## Work item
Where a line of the entries holds the string "wash", copy that line.

## Given information
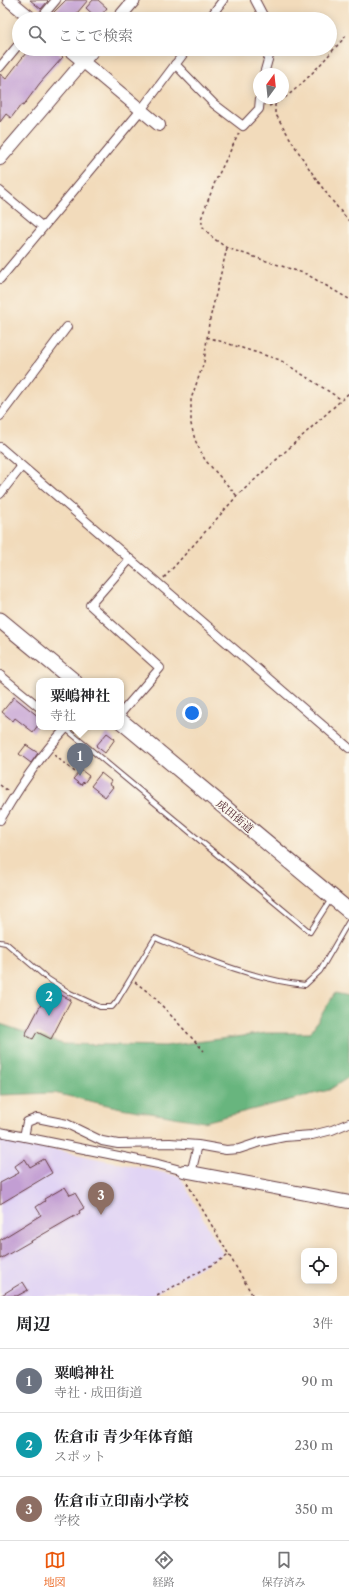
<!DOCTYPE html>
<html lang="ja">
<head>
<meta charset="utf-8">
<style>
  :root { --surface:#fff; --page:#f6f6f6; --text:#202124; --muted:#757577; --line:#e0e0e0; --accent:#ea580c }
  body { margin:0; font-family:"Libre Caslon Text","Noto Serif JP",serif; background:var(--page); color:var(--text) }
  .controls { position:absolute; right:12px; bottom:12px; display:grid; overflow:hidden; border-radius:8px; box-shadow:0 2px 10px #0003 }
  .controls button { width:36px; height:36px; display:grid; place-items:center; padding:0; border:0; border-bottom:1px solid var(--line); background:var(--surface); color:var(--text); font:20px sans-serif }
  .compass { position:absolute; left:253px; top:68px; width:36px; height:36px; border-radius:50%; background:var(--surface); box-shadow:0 2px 10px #0003; rotate:15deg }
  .you { position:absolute; left:192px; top:713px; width:14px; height:14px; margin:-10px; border:3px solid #fff; border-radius:50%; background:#1a73e8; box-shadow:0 0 0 6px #1a73e833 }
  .badge { display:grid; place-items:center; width:26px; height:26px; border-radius:50%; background:var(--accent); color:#fff; font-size:13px; font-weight:700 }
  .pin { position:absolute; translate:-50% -33px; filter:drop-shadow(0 1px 2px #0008) }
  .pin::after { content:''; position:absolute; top:21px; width:14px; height:12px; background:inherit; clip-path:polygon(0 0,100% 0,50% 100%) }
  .popup { position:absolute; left:36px; top:678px; width:88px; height:52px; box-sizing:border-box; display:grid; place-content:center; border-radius:8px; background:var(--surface); filter:drop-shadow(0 1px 3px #0005); font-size:13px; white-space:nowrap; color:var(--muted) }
  .popup b { font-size:15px; color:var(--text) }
  .popup::after { content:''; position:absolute; left:50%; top:100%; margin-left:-8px; border:8px solid transparent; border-top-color:var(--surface) }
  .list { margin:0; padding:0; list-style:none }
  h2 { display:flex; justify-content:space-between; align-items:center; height:52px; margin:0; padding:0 16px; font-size:17px }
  h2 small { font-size:13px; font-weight:400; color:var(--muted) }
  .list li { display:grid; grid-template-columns:26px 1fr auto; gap:12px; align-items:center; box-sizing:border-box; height:64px; padding:0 16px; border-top:1px solid var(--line) }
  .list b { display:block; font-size:15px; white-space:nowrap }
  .list p { margin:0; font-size:13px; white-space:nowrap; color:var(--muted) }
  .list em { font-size:13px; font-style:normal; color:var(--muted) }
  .icon { flex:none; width:22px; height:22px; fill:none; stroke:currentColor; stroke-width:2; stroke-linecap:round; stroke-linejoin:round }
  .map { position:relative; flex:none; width:349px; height:1296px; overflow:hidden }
  .search { position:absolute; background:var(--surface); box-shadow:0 2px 10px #0003; left:12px; right:12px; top:12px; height:44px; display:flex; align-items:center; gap:10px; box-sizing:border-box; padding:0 14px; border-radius:22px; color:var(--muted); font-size:15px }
  .sheet { height:244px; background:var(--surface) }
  nav { display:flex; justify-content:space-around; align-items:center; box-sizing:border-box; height:56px; border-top:1px solid var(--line); background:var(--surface); font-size:11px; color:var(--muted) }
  nav a { display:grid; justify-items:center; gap:2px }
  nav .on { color:var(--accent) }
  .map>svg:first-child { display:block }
  .built { fill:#e1d4f4 }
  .forest { fill:#68b57e; stroke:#596a54 }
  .building { fill:#c29ed3 }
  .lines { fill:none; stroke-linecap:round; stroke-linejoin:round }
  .lane-casing { stroke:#633b41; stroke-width:6 }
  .street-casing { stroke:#633b41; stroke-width:10 }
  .secondary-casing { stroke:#633b41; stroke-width:14 }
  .highway-casing { stroke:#633b41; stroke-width:17 }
  .path { stroke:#633b41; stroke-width:1.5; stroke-dasharray:3 3; stroke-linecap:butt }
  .lane { stroke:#fff; stroke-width:4 }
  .street { stroke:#fff; stroke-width:8 }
  .secondary { stroke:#fff; stroke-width:12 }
  .highway { stroke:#fff; stroke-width:15 }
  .labels { text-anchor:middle; stroke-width:3; stroke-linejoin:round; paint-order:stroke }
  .street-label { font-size:11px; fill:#4a1f2b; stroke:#fbf7ec }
</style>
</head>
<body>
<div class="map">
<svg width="349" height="1296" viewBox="0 0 349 1296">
  <rect width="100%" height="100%" fill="#fbf7ec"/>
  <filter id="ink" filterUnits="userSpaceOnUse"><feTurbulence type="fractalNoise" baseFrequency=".025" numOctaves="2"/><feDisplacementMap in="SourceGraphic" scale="8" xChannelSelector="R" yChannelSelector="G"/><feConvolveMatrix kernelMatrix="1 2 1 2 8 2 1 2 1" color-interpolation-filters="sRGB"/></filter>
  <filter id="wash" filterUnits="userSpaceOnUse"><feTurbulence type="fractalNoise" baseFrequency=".012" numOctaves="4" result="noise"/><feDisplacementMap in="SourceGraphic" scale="16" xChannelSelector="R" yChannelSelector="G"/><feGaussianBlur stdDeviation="0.9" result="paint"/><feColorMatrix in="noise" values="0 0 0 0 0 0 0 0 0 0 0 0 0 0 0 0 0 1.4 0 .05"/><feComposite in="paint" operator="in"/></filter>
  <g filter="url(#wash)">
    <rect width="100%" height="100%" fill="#f2dbbb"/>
    <path class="built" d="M 0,1138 L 180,1176 L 223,1254 L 151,1296 L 0,1296 Z"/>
    <path class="forest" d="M 335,993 L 349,996 L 349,1077 L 329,1090 L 204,1122 L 121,1108 L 54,1093 L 0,1095 L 0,1024 L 63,1044 L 165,1046 L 267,1033 L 310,1033 Z"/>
    <g id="blocks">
      <path class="building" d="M 30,0 L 47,0 L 48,1 L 41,9 Z
        M 66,0 L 88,0 L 72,19 L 52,19 L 49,17 Z
        M 93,0 L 98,0 L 107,8 L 98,19 L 86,8 Z
        M 29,49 L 54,49 L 63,57 L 40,83 L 23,106 L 21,105 L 11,118 L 6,114 L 0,122 L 0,74 L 6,79 Z
        M 14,697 L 39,717 L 39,724 L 33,732 L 15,718 L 13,721 L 2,712 Z
        M 107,733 L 115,739 L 105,753 L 96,746 Z
        M 26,745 L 38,753 L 31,763 L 19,754 Z
        M 81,770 L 89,776 L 84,783 L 83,782 L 81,785 L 73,779 Z
        M 101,773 L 111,781 L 109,784 L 113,787 L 105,797 L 91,786 Z
        M 49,989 L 71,1000 L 51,1039 L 37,1032 L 33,1039 L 25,1035 Z
        M 25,1159 L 30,1167 L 44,1159 L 52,1173 L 0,1204 L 0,1183 L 19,1173 L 15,1166 Z
        M 65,1187 L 70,1195 L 75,1193 L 84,1208 L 79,1211 L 80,1213 L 0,1259 L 0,1240 L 41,1215 L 36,1207 L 45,1201 L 44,1199 Z
        M 23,1282 L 28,1290 L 17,1296 L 0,1296 Z"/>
    </g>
  </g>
  <g filter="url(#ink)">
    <use href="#blocks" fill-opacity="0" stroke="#633b41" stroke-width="1"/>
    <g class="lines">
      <defs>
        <path id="lane" d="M 66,729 L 310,932 L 331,899
          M 0,942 L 6,943 L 48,979 L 70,993 L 100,1007 L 112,1007 L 117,1001 L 155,938 C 204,958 252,979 305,985 L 320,971 L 349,921"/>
        <path id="street" d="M 255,0 L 265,19
          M 40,19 L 56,0
          M 209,19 L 223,0
          M 175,64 L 214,104 L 243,126 L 259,109 L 260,98
          M 0,67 L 19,44
          M 264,74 L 271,49
          M 0,191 L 43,227
          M 0,279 L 141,110 L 187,49
          M 0,416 L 67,327
          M 0,447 L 349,748
          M 0,494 L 22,466
          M 0,675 L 39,707
          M 121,713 L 160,668 L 90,605 L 130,559
          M 0,820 C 19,787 41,755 67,727
          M 0,1132 L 158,1164 L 184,1171
          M 24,1137 L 27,1122 L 37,1118 L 67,1124 L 102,1141 L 118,1144 L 170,1143 L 198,1145 L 226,1150 L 239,1149 L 260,1142 L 284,1137 L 312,1135 L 332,1130 L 349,1123
          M 191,1173 L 198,1145"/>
        <path id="secondary" d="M 9,0 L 32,19
          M 118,19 L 134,0
          M 68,49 L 159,125
          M 0,159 L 94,49
          M 184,1171 L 349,1202"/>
        <path id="highway" d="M 0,620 L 74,681
          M 121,721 L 349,911"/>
      </defs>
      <use href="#lane" class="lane-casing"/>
      <use href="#street" class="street-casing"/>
      <use href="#secondary" class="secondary-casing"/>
      <use href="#highway" class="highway-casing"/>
      <path class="path" d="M 275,104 L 275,113 C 298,152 319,187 349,221
        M 269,106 C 294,98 327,56 346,36 L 349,36
        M 239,133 L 215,182 L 201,219 L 203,227 L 213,238 L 227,248 L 306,274 L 349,299
        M 227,248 L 209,323 L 204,362 L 191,399 L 191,424 L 195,440 L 205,460 L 237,496
        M 207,337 L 280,360 L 342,400
        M 164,578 L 237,496 L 349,393
        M 54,755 L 75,772
        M 0,785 L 8,791
        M 135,982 L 153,996 L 204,1051
        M 187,1183 L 253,1296
        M 157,1296 L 229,1255"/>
      <use href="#lane" class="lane"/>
      <use href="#street" class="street"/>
      <use href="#secondary" class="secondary"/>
      <use href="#highway" class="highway"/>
    </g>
  </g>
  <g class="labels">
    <g class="street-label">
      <text transform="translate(235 816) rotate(40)" y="4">成田街道</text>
    </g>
  </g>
</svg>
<div class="controls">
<button><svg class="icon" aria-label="locate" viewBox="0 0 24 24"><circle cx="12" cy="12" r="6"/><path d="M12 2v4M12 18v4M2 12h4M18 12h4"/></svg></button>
</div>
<svg class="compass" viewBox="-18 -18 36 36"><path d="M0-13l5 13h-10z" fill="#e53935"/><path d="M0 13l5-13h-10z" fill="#757577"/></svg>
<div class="you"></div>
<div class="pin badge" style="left:80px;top:776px;background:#6b7280">1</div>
<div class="popup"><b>粟嶋神社</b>寺社</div>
<div class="pin badge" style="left:49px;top:1016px;background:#0f9aa8">2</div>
<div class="pin badge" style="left:101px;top:1215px;background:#8d6e63">3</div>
<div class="search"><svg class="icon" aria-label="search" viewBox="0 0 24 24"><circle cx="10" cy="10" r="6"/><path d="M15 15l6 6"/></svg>ここで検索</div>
</div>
<section class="sheet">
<h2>周辺<small>3件</small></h2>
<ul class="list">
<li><span class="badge" style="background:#6b7280">1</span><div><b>粟嶋神社</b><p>寺社 · 成田街道</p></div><em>90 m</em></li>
<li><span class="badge" style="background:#0f9aa8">2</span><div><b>佐倉市 青少年体育館</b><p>スポット</p></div><em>230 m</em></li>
<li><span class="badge" style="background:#8d6e63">3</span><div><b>佐倉市立印南小学校</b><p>学校</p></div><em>350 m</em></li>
</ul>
</section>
<nav>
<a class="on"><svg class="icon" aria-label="map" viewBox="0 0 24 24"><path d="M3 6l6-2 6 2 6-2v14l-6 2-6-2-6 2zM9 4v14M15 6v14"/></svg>地図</a>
<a><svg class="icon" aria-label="directions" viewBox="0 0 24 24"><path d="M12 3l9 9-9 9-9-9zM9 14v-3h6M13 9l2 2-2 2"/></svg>経路</a>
<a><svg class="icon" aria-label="saved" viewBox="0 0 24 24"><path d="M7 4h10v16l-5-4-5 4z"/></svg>保存済み</a>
</nav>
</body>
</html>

## Response for this exercise
  <filter id="wash" filterUnits="userSpaceOnUse"><feTurbulence type="fractalNoise" baseFrequency=".012" numOctaves="4" result="noise"/><feDisplacementMap in="SourceGraphic" scale="16" xChannelSelector="R" yChannelSelector="G"/><feGaussianBlur stdDeviation="0.9" result="paint"/><feColorMatrix in="noise" values="0 0 0 0 0 0 0 0 0 0 0 0 0 0 0 0 0 1.4 0 .05"/><feComposite in="paint" operator="in"/></filter>
  <g filter="url(#wash)">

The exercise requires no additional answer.